Making the case for shifting the focus on the global south, the Minister of External Affairs, S Jaishankar, pictured India as leading the way in solving the problems in the developing world during his address at the B20 summit in Delhi on Sunday.

Jaishankar underscored the lack of balance in the global order and called for the urgent need to focus on the developing world, especially after witnessing the COVID-19 pandemic.

“It is however an undeniable reality that the international system remains dominated by the global north. This is naturally reflected in the composition of G20 as well.
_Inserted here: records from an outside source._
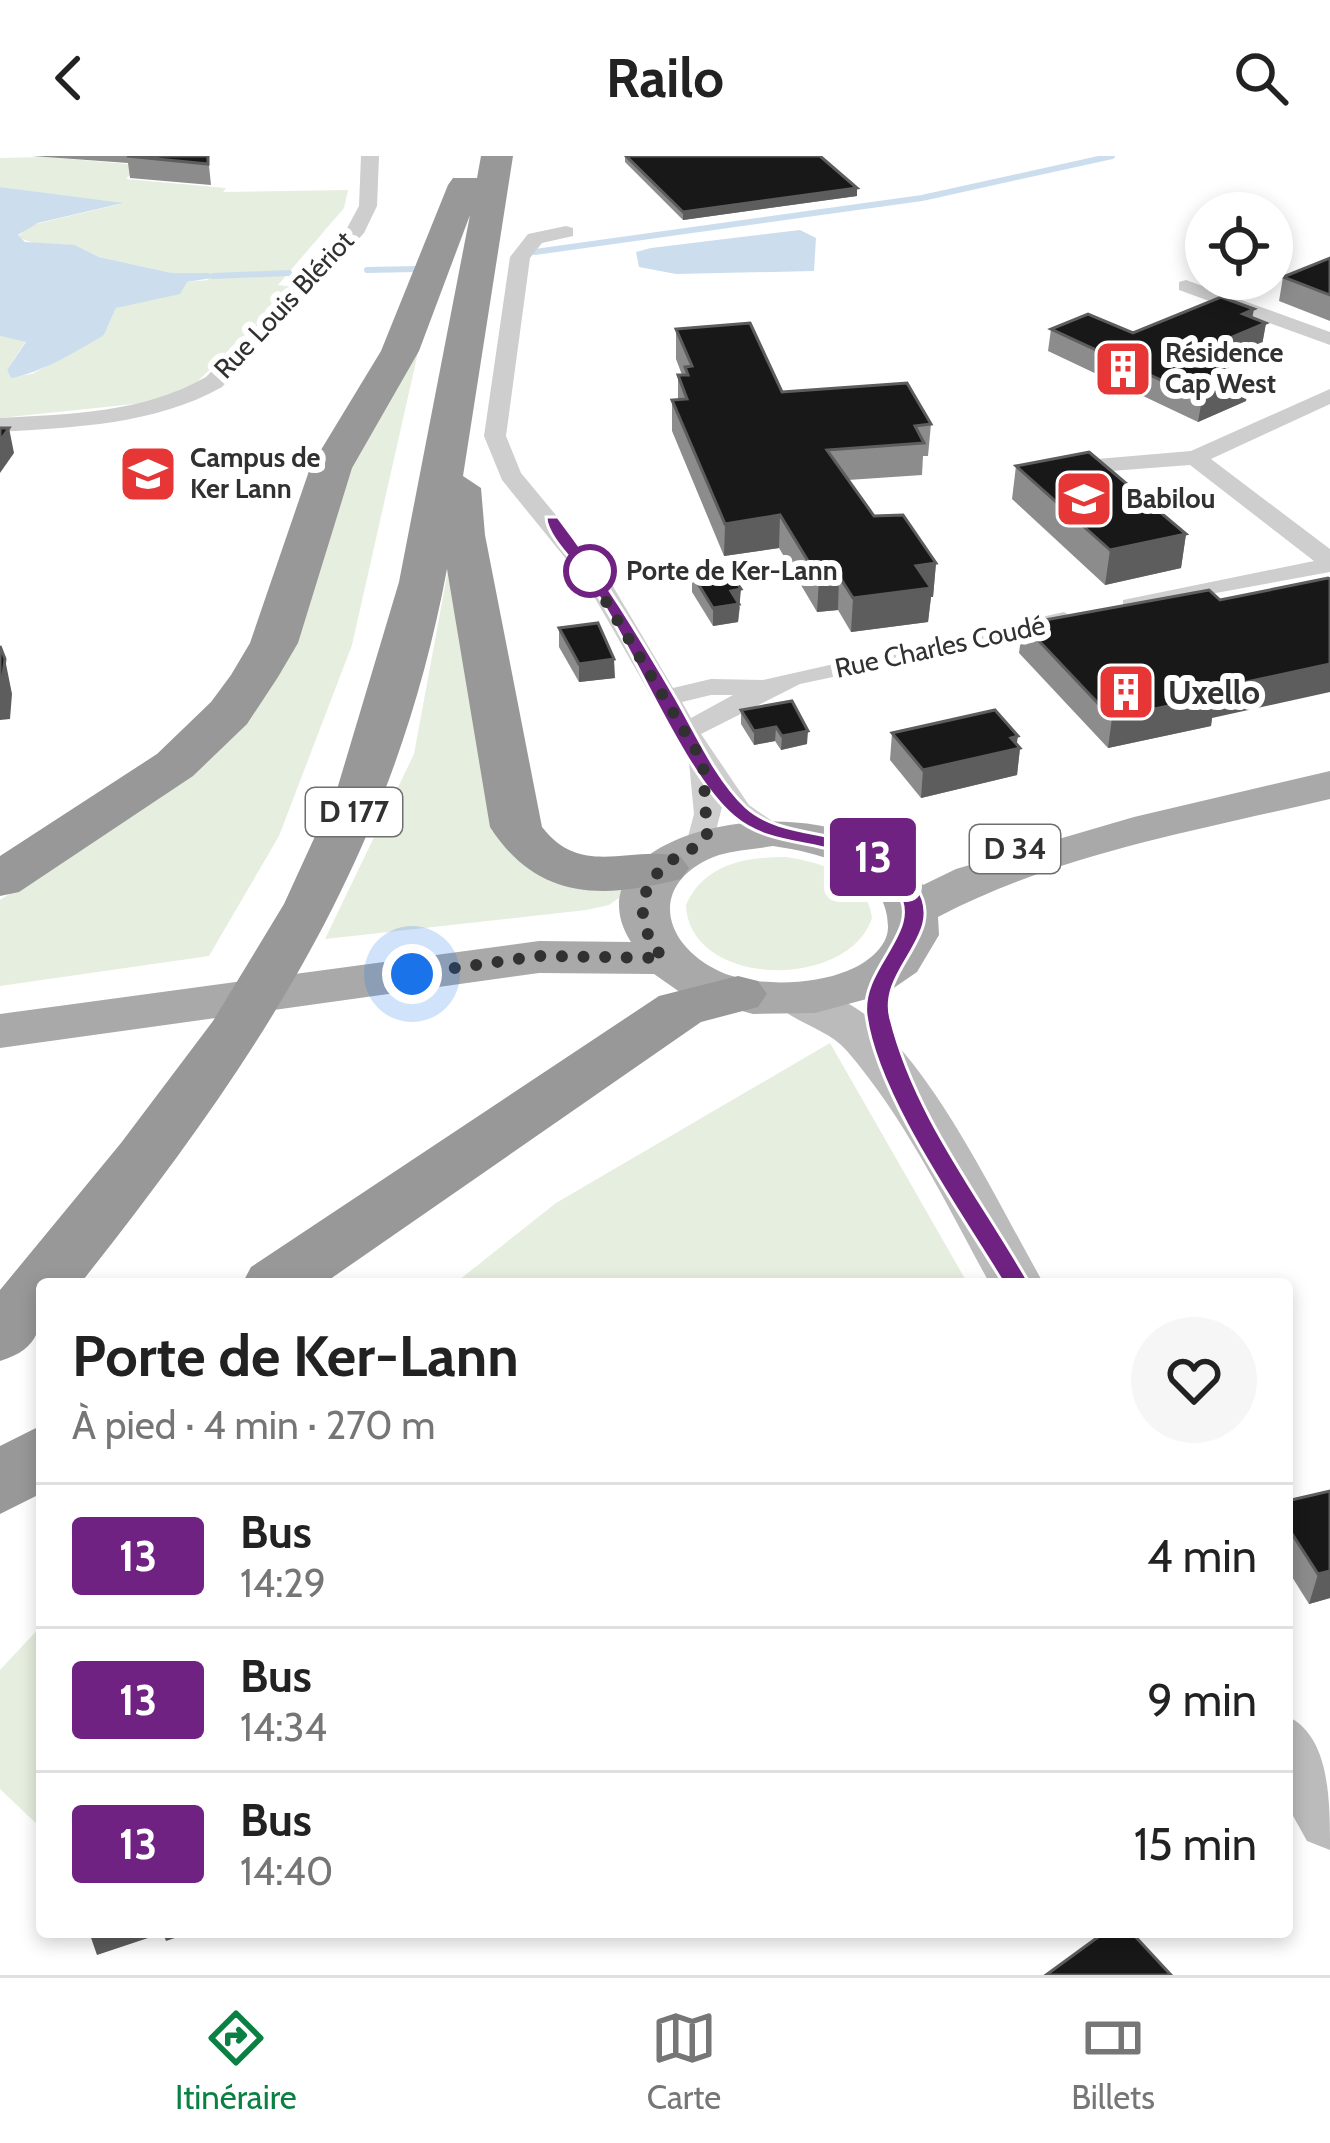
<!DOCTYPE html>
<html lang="fr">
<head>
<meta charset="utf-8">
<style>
	:root { --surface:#fff; --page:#f6f6f6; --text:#222; --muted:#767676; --line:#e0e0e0; --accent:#0b8043 }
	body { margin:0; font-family:Cabin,sans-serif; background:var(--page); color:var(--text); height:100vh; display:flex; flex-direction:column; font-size:45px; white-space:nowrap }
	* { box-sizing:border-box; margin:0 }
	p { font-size:39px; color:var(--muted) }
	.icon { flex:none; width:66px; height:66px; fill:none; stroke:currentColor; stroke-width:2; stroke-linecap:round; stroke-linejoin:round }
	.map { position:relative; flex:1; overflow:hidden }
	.sheet { position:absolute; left:36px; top:1122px; width:1257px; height:660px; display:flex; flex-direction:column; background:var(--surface); border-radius:12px; box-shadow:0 6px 18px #0003 }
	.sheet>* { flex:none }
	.badge { padding:0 24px; border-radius:9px; font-size:42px; line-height:78px }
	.tools { position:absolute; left:1185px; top:36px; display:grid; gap:24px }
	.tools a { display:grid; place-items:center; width:108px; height:108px; border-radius:50%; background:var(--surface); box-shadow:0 6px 18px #0003; font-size:60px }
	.you { position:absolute; width:60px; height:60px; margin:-30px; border:9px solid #fff; border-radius:50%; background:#1a73e8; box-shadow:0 0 0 18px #1a73e833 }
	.map>.badge { position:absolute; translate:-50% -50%; box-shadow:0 0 0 6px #fff }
	.round { display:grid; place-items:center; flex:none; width:126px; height:126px; border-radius:63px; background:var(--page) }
	.overview { display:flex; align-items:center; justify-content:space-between; height:204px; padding:0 36px }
	h1 { font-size:57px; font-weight:700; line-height:90px }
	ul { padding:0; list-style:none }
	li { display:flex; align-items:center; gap:36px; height:144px; padding:0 36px; border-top:3px solid var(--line) }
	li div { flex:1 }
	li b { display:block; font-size:45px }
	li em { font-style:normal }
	li .badge { min-width:132px; font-weight:700; text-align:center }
	header { display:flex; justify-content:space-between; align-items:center; height:156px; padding:0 36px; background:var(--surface); font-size:54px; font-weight:700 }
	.tab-bar { display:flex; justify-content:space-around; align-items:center; height:168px; border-top:3px solid var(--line); background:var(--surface); font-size:33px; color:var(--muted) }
	.tab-bar a { display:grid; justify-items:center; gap:6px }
	.tab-bar .active { color:var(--accent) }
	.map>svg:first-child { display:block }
	.green { fill:#e6eedf }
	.water { fill:#ccdeed }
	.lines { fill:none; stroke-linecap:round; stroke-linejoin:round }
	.stream { stroke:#ccdeed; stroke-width:6 }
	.street { fill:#cecece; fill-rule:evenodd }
	.secondary { fill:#bbb; fill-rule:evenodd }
	.primary { fill:#a9a9a9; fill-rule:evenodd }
	.highway { fill:#989898; fill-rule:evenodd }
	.wall { fill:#8c8c8c }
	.shaded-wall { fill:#5d5d5d }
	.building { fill:#181818; stroke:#5d5d5d; stroke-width:3 }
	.line { fill:#6f2282; stroke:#fff; stroke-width:3 }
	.walk { stroke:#313131; stroke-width:12; stroke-dasharray:0 21.6 }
	.stop-dot { fill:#fff; stroke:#6f2282; stroke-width:6 }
	.labels { text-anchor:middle; stroke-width:12; stroke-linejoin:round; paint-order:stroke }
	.far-street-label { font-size:27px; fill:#313131; stroke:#fff }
	.far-poi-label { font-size:27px; font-weight:bold; fill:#313131; stroke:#fff; text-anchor:start }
	.far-stop-label { font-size:27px; font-weight:bold; fill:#313131; stroke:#fff; text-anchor:start }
	.shield { fill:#fff; stroke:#6f6f6f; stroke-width:3 }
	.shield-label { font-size:30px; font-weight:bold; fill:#313131 }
	.poi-label { font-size:33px; font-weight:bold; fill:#313131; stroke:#fff; text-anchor:start }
</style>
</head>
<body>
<header><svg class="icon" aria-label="back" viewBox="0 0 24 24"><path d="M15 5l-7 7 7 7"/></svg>Railo<svg class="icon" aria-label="search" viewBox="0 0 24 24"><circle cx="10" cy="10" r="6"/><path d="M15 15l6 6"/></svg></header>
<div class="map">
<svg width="1330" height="1819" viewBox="0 0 1330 1819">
	<rect width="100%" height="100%" fill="#fff"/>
	<!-- green -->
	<g class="green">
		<path d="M46,1L139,9L126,23L226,32L223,36L348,34L344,52L278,129L293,131L193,230L153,246L0,262V180L26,185L7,214L11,221L32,218L104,179L116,152L187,126L208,124L209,117H172L99,101L75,89H38L17,81L32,69L120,48L0,31V2Z"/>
		<path d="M419,192L352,489L279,680L209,800L0,830V744L160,642L223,588L328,350Z"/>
		<path d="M455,376L503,666L641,726L609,749L586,754L325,783L414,598Z"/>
		<path d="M786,701C824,707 866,719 872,762C848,835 689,832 686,749C704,708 746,701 786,701Z"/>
		<path d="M830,887L968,1128H454L556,1047Z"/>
		<path d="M42,1469V1671H40L0,1633V1514Z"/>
	</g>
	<!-- water -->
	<g class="water">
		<path d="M0,31L123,47L38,67L18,79L25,86L75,89L99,101L172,117H209L212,122L187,126L180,138L116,152L104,179C79,194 39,218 11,222L7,214L26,186L0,180Z"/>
		<path d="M800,74L816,82L814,115L676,118L639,111L636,96L651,92Z"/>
	</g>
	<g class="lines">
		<!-- stream -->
		<g class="stream">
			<path d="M535,96L922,42L1112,0"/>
			<path d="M367,114L416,113"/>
			<path d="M213,120L289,117"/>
		</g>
		<!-- street -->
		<g class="street">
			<path d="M361,0H379L377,50L364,77L222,231C154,269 76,271 0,276V262C71,258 143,257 206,221L346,74L359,50Z"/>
			<path d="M566,70L573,72V80L542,87L530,102L506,280L521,317L608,422L673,532L711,523L763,524L1064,456L1077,464L1064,472L800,528L701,578L749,649L788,676L783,682H763L722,651L711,694H691L686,688L694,658L689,606L588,430L502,324L484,280L510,101L528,78ZM711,539H733L691,562L682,546Z"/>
			<path d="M1186,124L1330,176V189L1179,134V126Z"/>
			<path d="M1330,233V248L1211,303L1330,393V416L1123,454V444L1314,405L1190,309L1058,319L1046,312L1050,307L1191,295Z"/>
		</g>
		<!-- secondary -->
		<g class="secondary">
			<path d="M795,827C819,834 843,842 863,857C934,909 999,1050 1044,1128H990C946,1048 907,965 847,895C827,871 787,866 772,842L779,832Z"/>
			<path d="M1287,1560C1330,1580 1330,1644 1330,1694L1307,1685L1287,1649Z"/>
		</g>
		<!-- primary -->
		<path class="primary" d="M1330,615V643C1199,674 1058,698 938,761L939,779L917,816L885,838L815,857L753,858L684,839L654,818L539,817L0,892V858L539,785L631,786C557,669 848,614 923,729L956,713L1134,661ZM773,690C820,697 888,713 888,771C888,792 865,808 847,815C813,829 755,831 721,816C659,788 648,724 719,699C735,694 756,693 773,690Z"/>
		<!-- highway -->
		<g class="highway">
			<path d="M481,0H513L463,320L481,332L485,379L542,671C582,723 631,688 681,701L689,712L681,723C602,743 538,745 490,671L447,413C393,703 259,901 80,1128H42C42,1168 43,1192 0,1205V1134L121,987L213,865L284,748L338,630L399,426L470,59L419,195L352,312L298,487L278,521L247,568L193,620L19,736L0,740V700L157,598L211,546L231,519L250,487L310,312L381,195L448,29L453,22H477Z"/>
			<path d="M738,820L758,825L767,838L758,851L701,866L323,1128H242L251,1111L659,840Z"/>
			<path d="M42,1269V1337L0,1358V1290Z"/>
		</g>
	</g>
	<!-- wall -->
	<g class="wall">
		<path d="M32,0H208L211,29L130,22L128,7Z"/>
		<path d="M625,0L857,40L683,64L625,6Z"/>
		<path d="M1330,102V165L1279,145L1283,121Z"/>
		<path d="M1252,162L1266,167L1262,189L1217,209L1246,245L1198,266L1048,195L1051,173L1133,177Z"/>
		<path d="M676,173L782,236L931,268L928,300H923L922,319L848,324L874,360L936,407L933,441H931L928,466L851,476L838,454L817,456L779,392L724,400L672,275V244H678V219H682L676,203Z"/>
		<path d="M1016,310L1186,378L1181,412L1105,429L1012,343Z"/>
		<path d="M692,418L740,451L738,466L713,470L692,436Z"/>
		<path d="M1023,468L1212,562L1211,570L1108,592L1019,497Z"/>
		<path d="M559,472L615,522L579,526L559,491Z"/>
		<path d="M741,554L807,588L781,594L775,585L754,589L741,568Z"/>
		<path d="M892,577L1017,588L1020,592L1017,619L921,642L890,604Z"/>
		<path d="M1287,1345L1330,1442L1309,1448L1287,1413Z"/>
	</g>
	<!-- shaded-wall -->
	<g class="shaded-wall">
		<path d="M857,32V40L683,64V56Z"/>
		<path d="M1254,153L1250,174L1266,167L1262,189L1189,221L1192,198L1243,158Z"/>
		<path d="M1250,222L1246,245L1198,266L1202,243Z"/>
		<path d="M9,272L14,297L0,317V285Z"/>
		<path d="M780,359L779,392L724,400L725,368Z"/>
		<path d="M1186,378L1181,412L1105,429L1110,394Z"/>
		<path d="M936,407L933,441H931L928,466L851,476L853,442L916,410Z"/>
		<path d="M839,420L838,454L817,456L819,423Z"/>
		<path d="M741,433L738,466L713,470V452L731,435Z"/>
		<path d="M5,503L12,538L10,563L0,564V528Z"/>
		<path d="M614,503L615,522L579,526V508Z"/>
		<path d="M1330,508V536L1212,562L1211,570L1108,592L1112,562L1210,534Z"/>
		<path d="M776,571L775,585L754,589V575Z"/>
		<path d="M808,575L807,588L781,594L782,580Z"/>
		<path d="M1018,580L1016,593L1020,592L1017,619L921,642L923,614Z"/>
		<path d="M1330,1415V1442L1309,1448L1318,1418Z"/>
		<path d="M89,1776H192L166,1785L163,1777L97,1799Z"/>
	</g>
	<!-- building -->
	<g class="building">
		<path d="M127,0H208V8Z"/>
		<path d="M626,0H820L857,32L683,56Z"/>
		<path d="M1330,102V139L1283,121Z"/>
		<path d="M1221,141L1254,153L1243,158L1266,167L1192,198L1250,222L1202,243L1051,173L1088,158L1133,177Z"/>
		<path d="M750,167L782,236L907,227L931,268L915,270L924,287L827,294L874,360L903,359L936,407L916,410L931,432L853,442L839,420L819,423L780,359L725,368L672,244L687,243L678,219H688L685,211L692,210L676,173Z"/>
		<path d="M0,272H9L0,285Z"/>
		<path d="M1089,296L1186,378L1110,394L1016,310Z"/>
		<path d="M728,413L741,433L731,435L739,448L713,452L692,418Z"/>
		<path d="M1328,422L1330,423V508L1210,534L1216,540L1112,562L1023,468L1209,434L1220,444Z"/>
		<path d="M598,467L614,503L579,508L559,472Z"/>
		<path d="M0,490L5,503L2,528H0Z"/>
		<path d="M792,545L808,575L782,580L776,571L754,575L741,554Z"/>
		<path d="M995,554L1018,580L1011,582L1020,592L923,614L892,577Z"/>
		<path d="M1330,1335V1415L1318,1418L1287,1370V1345Z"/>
		<path d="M1105,1776H1131L1171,1819H1046Z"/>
	</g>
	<!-- line -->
	<path class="line" d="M546,361H558C603,420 640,481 677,544C697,579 717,624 746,651C790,691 870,664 916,730C950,779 877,812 891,863C915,960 981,1042 1030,1128L1026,1135H1008C964,1061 877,942 866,859C860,810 925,774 896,734C853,675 781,701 734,661C682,617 632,488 590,427C578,409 546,381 546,361Z"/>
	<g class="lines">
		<!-- walk -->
		<path class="walk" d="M412,818L539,800L663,802C633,767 636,728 675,702C687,694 699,692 707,680L703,606L581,404L590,415"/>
	</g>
	<!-- icons -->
	<defs>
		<g id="building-square" transform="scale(3)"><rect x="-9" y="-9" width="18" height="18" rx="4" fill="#e63635" stroke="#fff"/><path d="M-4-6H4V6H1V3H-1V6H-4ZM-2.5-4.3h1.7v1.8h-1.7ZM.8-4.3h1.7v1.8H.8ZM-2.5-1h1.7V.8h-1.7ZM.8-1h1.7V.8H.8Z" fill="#fff"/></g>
		<g id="university-square" transform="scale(3)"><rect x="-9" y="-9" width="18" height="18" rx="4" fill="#e63635" stroke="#fff"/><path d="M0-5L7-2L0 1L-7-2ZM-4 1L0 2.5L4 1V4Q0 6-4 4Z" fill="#fff"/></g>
		<g id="school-square" transform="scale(3)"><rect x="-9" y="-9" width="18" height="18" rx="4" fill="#e63635" stroke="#fff"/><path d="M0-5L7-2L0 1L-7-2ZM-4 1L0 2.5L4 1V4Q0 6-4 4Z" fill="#fff"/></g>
	</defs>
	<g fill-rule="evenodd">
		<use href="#building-square" x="1123" y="213"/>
		<use href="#university-square" x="148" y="318"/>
		<use href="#school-square" x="1084" y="343"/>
		<use href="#building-square" x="1126" y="536"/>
	</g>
	<!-- markers -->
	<circle class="stop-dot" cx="590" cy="415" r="24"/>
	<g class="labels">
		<!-- far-street labels -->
		<g class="far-street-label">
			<text transform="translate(284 149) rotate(-47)" y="9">Rue Louis Blériot</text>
			<text transform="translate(940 491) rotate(-12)" y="9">Rue Charles Coudé</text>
		</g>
		<!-- far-poi labels -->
		<g class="far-poi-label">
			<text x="1165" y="206">Résidence<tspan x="1165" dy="31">Cap West</tspan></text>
			<text x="190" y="311">Campus de<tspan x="190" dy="31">Ker Lann</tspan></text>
			<text x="1126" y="352">Babilou</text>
		</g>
		<!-- far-stop labels -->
		<g class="far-stop-label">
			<text x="626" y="424">Porte de Ker-Lann</text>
		</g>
		<!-- shield labels -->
		<g class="shield">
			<rect x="306" y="632" width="96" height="48" rx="9"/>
			<rect x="970" y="669" width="90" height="48" rx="9"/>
		</g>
		<g class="shield-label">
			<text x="354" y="666">D 177</text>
			<text x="1015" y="703">D 34</text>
		</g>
		<!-- poi labels -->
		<g class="poi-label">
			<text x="1168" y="548">Uxello</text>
		</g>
	</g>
</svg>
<div class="tools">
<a><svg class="icon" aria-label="locate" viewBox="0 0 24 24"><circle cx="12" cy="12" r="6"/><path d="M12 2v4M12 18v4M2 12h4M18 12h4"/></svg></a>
</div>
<div class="you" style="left:412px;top:818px"></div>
<b class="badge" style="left:873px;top:701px;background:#6f2282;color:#fff">13</b>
<section class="sheet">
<div class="overview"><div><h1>Porte de Ker-Lann</h1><p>À pied · 4 min · 270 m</p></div><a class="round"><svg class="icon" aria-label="heart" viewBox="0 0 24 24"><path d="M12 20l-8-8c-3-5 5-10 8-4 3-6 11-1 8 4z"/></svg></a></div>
<ul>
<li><span class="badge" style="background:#6f2282;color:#fff">13</span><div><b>Bus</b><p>14:29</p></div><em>4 min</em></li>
<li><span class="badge" style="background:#6f2282;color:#fff">13</span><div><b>Bus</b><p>14:34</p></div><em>9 min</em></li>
<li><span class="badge" style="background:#6f2282;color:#fff">13</span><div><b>Bus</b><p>14:40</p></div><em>15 min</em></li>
</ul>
</section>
</div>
<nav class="tab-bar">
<a class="active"><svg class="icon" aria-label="directions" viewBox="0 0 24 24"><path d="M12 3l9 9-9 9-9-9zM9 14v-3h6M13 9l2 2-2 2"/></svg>Itinéraire</a>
<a><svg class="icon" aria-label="map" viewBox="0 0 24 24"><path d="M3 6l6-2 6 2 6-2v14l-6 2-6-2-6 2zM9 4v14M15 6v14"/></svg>Carte</a>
<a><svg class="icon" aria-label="tickets" viewBox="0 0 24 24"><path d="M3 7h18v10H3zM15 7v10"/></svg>Billets</a>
</nav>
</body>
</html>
Perhaps this mattered less when the globalisation process appeared to offer more opportunities but as its inequities & unevenness became more apparent & then as we saw the Covid pandemic take a horrific toll across the world the need to focus on developing countries became more compelling…”

Pointing to the lack of representation for Global South — countries in the regions of Africa, Latin America and the Caribbean, Asia (without Israel, Japan, and South Korea), and Oceania (without Australia and New Zealand) — in the G20 grouping, Jaishankar recalled efforts in reaching out to these countries to ascertain their problems and make them front and centre of agenda under India’s presidency.

“When India assumed the G20 Presidency last December, we were acutely conscious that most of the global south would not be at the table when we meet, this mattered very much…therefore PM decided to convene the Voice of the Global South Summit in January this year and we heard about their challenges and priorities and these have been made central to the G20 agenda”, said the Minister.

“The core mandate of the G20 is to promote economic growth & development and that cannot advance if the crucial concerns of the global south are not addressed…For a variety of reasons that range from scale, subsidy, technology, human resources & strategic choices the global south was reduced to being a consumer rather than a producer,

“Today’s India is the one where the world simultaneously witnesses experimentation, scaling up, deployment, innovation, & breakthroughs. I stress these developments not only because they solve 1/6th of the world’s problems, but because they provide replicable models for the rest of the global south,” he said.